Earlier, I unified mites as soon as they came, and I only kept the results of the unification, not the mites themselves. After the word that, there were nom and acc constructions with noun defined, and nom was (randomly) chosen as active. Active constructions had higher priority, and therefore the verb's nom mite was integrated first. Two nom mites were unified, and the nom construction with both head and noun defined linked the values of these attributes semantically. That's all great. But what to do with acc?

You can't just unify it as well, because there's already a nom construction and it contradicts acc in its first mite. So you have to drop either of the mites completely and leave the other. In this sentence, it made sense to drop the acc.noun mite — the accusative alternative of that. The acc.head mite would survive and unify nicely with the real object that comes next — us. But that's a hack and that didn't work when the first это was in fact accusative. A more right way would be to preserve both acc mites but only mark the second one as active. That clearly required per-mite active status, not per-construction.

So now I don't remove any mites automatically when processing word contributions, they all survive. The matter is, are they active or not. Active mites are guaranteed to be non-contradicting. Only active mites about the same construction are unified and passed to this construction, it then may make some semantic changes based on that information. 

When another word comes, the parser solves a constraint satisfaction task on graphs. Some of the new mites are chosen to be active, the old mites may change their active status to accommodate that. The reanalysis tries to 
  • minimize the number of active constructions
  • to maximize the number of mites in those constructions (more mites mean more information)
  • prefer more recent mites
  • to prefer semantically more plausible variants
Surprisingly, it works, though twice as slow as before. And the algorithm now seems so clean and logical that I can't find anything to remove! But I definitely should optimize, as I just get bored waiting for long 10 seconds until 171 tests pass.

Monday, October 31, 2011

Great was their and my amazement!


Let's start with a simple noun phrase: my amazement. My parser analyzes it as follows. The word my creates a frame with type ME and contributes possessor attribute to possessive construction. The word amazement creates a frame with type AMAZE and contributes head attribute to the same possessive construction. Now that both head and possessor attributes are defined, the construction links them with arg1 attribute:

A.type=ME
B.type=AMAZE
B.arg1=A


It's quite similar with their amazement:



A.type=THEY
B.type=AMAZE
B.arg1=A




Now let's parse their and my amazement. The semantics I want to get is this:

A.type=THEY
B.type=ME
C.member1=A
C.conj=and
C.member2=B
D.type=AMAZE
D.arg1=C

I want their, my and amazement to preserve their functionality. This means that after their and my there should be a possessive construction whose possessor points to the conjunction frame C. So it's the word and which should do this, there are no other candidates.

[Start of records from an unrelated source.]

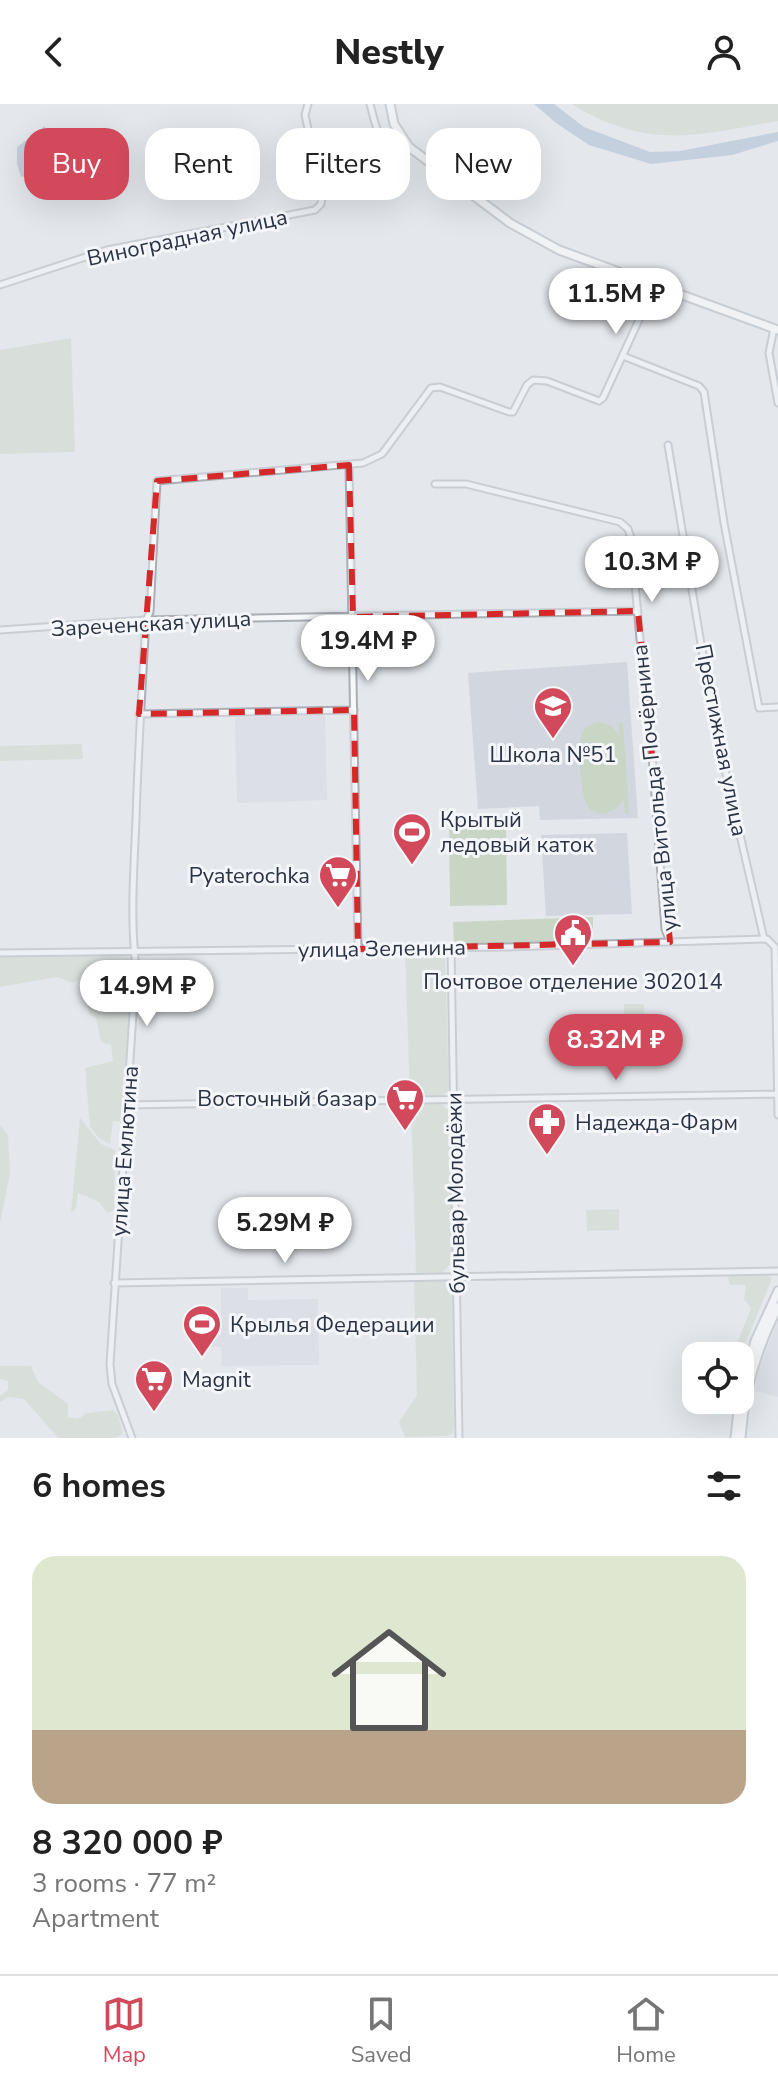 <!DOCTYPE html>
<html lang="en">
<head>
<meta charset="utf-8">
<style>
	body { margin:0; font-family:"Nunito Sans",sans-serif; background:#f6f6f6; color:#222; height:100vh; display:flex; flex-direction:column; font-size:30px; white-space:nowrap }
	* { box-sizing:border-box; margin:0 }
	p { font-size:26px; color:#767676 }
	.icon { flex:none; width:44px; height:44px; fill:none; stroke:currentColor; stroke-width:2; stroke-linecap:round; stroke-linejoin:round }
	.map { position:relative; height:1334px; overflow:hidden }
	.drawer { display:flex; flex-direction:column; background:#fff; flex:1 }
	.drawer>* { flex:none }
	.guide { position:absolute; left:24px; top:24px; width:730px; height:72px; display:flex; gap:16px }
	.controls { position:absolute; left:682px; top:1238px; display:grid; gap:16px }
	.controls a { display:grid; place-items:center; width:72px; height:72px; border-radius:16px; background:#fff; box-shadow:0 8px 32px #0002; font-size:40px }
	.price { position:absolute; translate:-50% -68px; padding:0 18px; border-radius:28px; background:#fff; color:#222; font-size:26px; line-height:52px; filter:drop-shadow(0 2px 4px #0008) }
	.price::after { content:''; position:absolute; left:50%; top:48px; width:24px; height:18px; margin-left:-12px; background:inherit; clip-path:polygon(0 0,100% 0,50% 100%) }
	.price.current { background:#d1495b; color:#fff }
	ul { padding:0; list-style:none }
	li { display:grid; align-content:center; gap:16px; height:424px; padding:0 32px }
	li+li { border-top:2px solid #e0e0e0 }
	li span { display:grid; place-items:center; height:248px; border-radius:24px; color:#555 }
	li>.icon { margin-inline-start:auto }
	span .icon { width:144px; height:144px; fill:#fffc; stroke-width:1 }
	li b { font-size:34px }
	h2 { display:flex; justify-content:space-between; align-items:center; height:96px; padding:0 32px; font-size:34px }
	.chip { padding:0 28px; border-radius:24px; background:#fff; box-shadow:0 8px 32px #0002; font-size:28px; line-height:72px }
	.chip.current { background:#d1495b; color:#fff }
	header { display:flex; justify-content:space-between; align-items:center; height:104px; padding:0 32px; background:#fff; font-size:36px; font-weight:800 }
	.tab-bar { display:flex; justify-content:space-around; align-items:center; height:112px; border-top:2px solid #e0e0e0; background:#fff; font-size:22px; color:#767676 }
	.tab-bar a { display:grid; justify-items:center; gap:4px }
	.tab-bar .current { color:#d1495b }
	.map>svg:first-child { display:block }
	.built { fill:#d2d6de }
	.green { fill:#c9d6c5 }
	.water { fill:#9fb4cc }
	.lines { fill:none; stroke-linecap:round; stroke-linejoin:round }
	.street-casing { stroke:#a9aeb7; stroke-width:9 }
	.secondary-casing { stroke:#a9aeb7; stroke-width:11 }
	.street { stroke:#f7f8fa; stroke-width:5 }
	.secondary { stroke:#fff; stroke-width:7 }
	.marked { fill:none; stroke:#d62828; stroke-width:6; stroke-dasharray:16 10; stroke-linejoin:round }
	.labels { text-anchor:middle; stroke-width:6; stroke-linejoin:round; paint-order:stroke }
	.street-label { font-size:22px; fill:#2b3445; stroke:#f4f6f9 }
	.poi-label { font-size:22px; fill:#2b3445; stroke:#f4f6f9; text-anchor:start }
</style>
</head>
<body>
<header><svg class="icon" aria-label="back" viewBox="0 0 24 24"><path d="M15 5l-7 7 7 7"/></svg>Nestly<svg class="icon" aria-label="person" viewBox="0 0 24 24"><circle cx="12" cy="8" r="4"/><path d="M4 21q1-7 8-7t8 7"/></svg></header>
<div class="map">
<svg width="778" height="1334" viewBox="0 0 778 1334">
	<rect width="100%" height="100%" fill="#e4e7ec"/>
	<path class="built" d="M627,558L638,714L540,716L539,702L478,705L468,569Z
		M325,611L327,696L237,699L235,614Z
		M627,729L632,810L546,812L541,731Z
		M221,1184H248V1196L318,1195L319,1261L222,1262L221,1243H202V1232L221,1231Z
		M778,1216V1293L755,1287L759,1265Z"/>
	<path class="green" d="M572,0H778V17C697,31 647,47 572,0Z
		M71,234L75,348L0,350V246Z
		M598,618L610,621L619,631V619H623L629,710H625L624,695C616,709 593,718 585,697C581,687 577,637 583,628C586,622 592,620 598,618Z
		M82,640L83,655L0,657V642Z
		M506,713L507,801L450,802L449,714Z
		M593,813V832L567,833V838L454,840L453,818Z
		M405,847H437L445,851L449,986L442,993L410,994Z
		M123,851L130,854L133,861L123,1018L113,1017L110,1040L99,1034L90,1023L85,964L113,957L111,941L101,938L96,914L89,910L83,879L79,876L72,879L57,873L0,883V853Z
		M624,900H644L645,934L624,935Z
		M411,999H440L449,1007L452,1158L442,1169H416Z
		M80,1014L101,1040L115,1046L114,1106L107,1109L99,1098L78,1089L76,1104L71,1109Z
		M0,1021L8,1031L10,1070L0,1119Z
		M619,1105V1126L587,1127L586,1106Z
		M765,1170L772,1174L740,1253L732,1252L751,1204L744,1195L746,1181H730L728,1173L731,1171Z
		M414,1176L447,1175L452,1181L454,1323L453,1329L447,1332L405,1333L399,1318L417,1291Z
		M0,1262H31L38,1278L68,1300V1313L78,1315L87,1309L113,1306L118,1311L123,1330L116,1334H58L24,1295L8,1293L0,1298V1292L8,1286V1277L0,1275Z"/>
	<path class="water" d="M534,0H554L584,23L650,48L680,47L778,28V37L732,51L651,60L589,41L556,19Z
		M45,22L51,47L49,59L32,71L21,73L17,60V43Z"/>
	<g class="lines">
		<defs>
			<path id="street" d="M370,0C375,18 378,44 401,47L409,43
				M0,181L107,146L315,106L321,100L322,90L305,11L308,0
				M774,224L769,249L778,299
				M623,252L699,282L704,288L724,419L759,604L778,603
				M668,341L714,618L764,835
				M349,361L358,845
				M435,380H466L620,418L628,425L631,434L640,535L646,570L665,825L670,838
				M0,526L146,516L638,507
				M139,610L354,606
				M451,844L459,1334
				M0,849L507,843L767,835L775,843L778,1011
				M127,1001L778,990
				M114,1179L778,1167
				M132,1334L112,1280L110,1260L136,864C130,814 134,764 136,715C138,648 142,582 146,516L150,508L157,377L363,359L382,350L431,284L440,283L509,308H513L527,281L533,276L547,277L599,297L603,294L655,181"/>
			<path id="secondary" d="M390,0L394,20L409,43L510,119L559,146L778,226
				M740,1291L755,1237L778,1187
				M735,1334L739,1296
				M741,1334C744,1287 757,1244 778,1203"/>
		</defs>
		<use href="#street" class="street-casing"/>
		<use href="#secondary" class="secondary-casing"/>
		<use href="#street" class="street"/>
		<use href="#secondary" class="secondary"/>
	</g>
	<path d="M0 0H778V1334H0ZM349,361L353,513L638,507L670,838L358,845L354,606L139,610L157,377Z" fill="#e4e7ec" fill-opacity=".55" fill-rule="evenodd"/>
	<path class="marked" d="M349,361L353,513L638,507L670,838L358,845L354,606L139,610L157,377Z"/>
	<defs>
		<symbol id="school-pin" viewBox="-11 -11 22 30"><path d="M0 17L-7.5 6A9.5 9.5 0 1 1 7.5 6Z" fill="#d1495b" stroke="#f4f6f9"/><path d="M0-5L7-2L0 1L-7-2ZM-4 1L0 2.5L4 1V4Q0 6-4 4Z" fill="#fff"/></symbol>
		<symbol id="stadium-pin" viewBox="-11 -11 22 30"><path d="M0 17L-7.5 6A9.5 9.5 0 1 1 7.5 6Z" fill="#d1495b" stroke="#f4f6f9"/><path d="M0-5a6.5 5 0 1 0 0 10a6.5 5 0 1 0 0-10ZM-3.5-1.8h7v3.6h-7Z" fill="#fff"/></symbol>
		<symbol id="supermarket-pin" viewBox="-11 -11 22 30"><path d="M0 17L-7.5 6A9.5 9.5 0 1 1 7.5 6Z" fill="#d1495b" stroke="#f4f6f9"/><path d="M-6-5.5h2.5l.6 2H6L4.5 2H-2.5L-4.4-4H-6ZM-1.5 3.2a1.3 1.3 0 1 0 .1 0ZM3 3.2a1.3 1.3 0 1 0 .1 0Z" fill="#fff"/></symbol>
		<symbol id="civic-pin" viewBox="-11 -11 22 30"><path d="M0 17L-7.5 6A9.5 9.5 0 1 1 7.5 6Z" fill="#d1495b" stroke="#f4f6f9"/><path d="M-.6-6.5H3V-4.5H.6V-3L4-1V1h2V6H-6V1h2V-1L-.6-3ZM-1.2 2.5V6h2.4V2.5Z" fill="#fff"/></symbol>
		<symbol id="pharmacy-pin" viewBox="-11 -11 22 30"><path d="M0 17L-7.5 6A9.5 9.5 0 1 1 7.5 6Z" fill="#d1495b" stroke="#f4f6f9"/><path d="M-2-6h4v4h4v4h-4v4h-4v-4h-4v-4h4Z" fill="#fff"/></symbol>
	</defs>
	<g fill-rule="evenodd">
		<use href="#school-pin" x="531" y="580" width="44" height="60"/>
		<use href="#stadium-pin" x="390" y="706" width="44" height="60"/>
		<use href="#supermarket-pin" x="316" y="749" width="44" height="60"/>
		<use href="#civic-pin" x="551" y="807" width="44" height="60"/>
		<use href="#supermarket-pin" x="383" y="972" width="44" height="60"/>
		<use href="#pharmacy-pin" x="525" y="996" width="44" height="60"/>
		<use href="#stadium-pin" x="180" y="1198" width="44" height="60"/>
		<use href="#supermarket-pin" x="132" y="1253" width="44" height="60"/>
	</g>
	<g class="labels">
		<g class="street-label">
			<text transform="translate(187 133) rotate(-12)" y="8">Виноградная улица</text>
			<text transform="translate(151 519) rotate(-3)" y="8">Зареченская улица</text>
			<text transform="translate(722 636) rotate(79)" y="8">Престижная улица</text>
			<text transform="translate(654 684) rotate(-96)" y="8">улица Витольда Почёрнина</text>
			<text transform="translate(382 844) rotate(-1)" y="8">улица Зеленина</text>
			<text transform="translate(124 1047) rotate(-86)" y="8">улица Емлютина</text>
			<text transform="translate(455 1089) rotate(-91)" y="8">бульвар Молодёжи</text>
		</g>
		<g class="poi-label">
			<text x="553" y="658" text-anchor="middle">Школа №51</text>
			<text x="440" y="723">Крытый<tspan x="440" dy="25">ледовый каток</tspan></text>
			<text x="310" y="779" text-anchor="end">Pyaterochka</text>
			<text x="573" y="885" text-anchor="middle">Почтовое отделение 302014</text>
			<text x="377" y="1002" text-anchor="end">Восточный базар</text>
			<text x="575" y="1026">Надежда-Фарм</text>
			<text x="230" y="1228">Крылья Федерации</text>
			<text x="182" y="1283">Magnit</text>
		</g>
	</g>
</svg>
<div class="controls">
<a><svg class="icon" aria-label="locate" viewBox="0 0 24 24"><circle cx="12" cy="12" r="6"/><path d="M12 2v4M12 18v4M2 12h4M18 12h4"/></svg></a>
</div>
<b class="price" style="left:616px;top:232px">11.5M ₽</b>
<b class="price" style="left:652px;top:500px">10.3M ₽</b>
<b class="price" style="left:368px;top:579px">19.4M ₽</b>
<b class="price" style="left:147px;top:924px">14.9M ₽</b>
<b class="price current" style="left:616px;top:978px">8.32M ₽</b>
<b class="price" style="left:285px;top:1161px">5.29M ₽</b>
<div class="guide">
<a class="chip current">Buy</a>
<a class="chip">Rent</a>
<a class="chip">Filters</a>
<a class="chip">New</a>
</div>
</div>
<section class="drawer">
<h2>6 homes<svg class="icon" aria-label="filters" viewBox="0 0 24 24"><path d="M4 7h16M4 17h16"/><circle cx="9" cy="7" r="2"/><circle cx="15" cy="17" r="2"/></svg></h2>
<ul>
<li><span style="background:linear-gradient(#dfe7d0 70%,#b9a48a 0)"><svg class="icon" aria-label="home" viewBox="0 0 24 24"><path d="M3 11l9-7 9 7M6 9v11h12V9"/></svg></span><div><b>8 320 000 ₽</b><p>3 rooms · 77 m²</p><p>Apartment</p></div></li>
</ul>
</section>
<nav class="tab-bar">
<a class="current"><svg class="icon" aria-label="map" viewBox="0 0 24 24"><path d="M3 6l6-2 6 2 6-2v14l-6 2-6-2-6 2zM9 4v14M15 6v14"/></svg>Map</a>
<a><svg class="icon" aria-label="saved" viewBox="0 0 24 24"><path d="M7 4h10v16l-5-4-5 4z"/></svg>Saved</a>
<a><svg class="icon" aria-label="home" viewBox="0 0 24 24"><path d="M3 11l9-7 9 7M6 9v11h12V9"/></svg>Home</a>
</nav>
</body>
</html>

Currently and puts the parser into a special state. In this state, every subsequent contribution is intercepted and analyzed whether it can be a conjunct. A contribution can be the right operand of coordination if there was a similar contribution to the left of it (similar in the same sense as with ellipsis). When a similar contribution is found, the parser takes both left and right contributions and merges them. In this particular case, the left contribution had possessive.possessor=A, the right one  possessive.possessor=B. While merging, a new frame C is introduced, a composite over A and B. Now the possessor attribute of the merged possessive construction points to C instead of A or B. The updated contribution is applied to the parsing state, so that then, when amazement comes, the result will be precisely as wanted. That's it.

This is the core idea. In my parser, conjuncts don't connect constituents or any static structure. They connect contributions, i.e. the changes made to the parsing state. Merging two changes results in one merged change. It's quite powerful and allows for some interesting things like non-constituent coordination. But that's another story.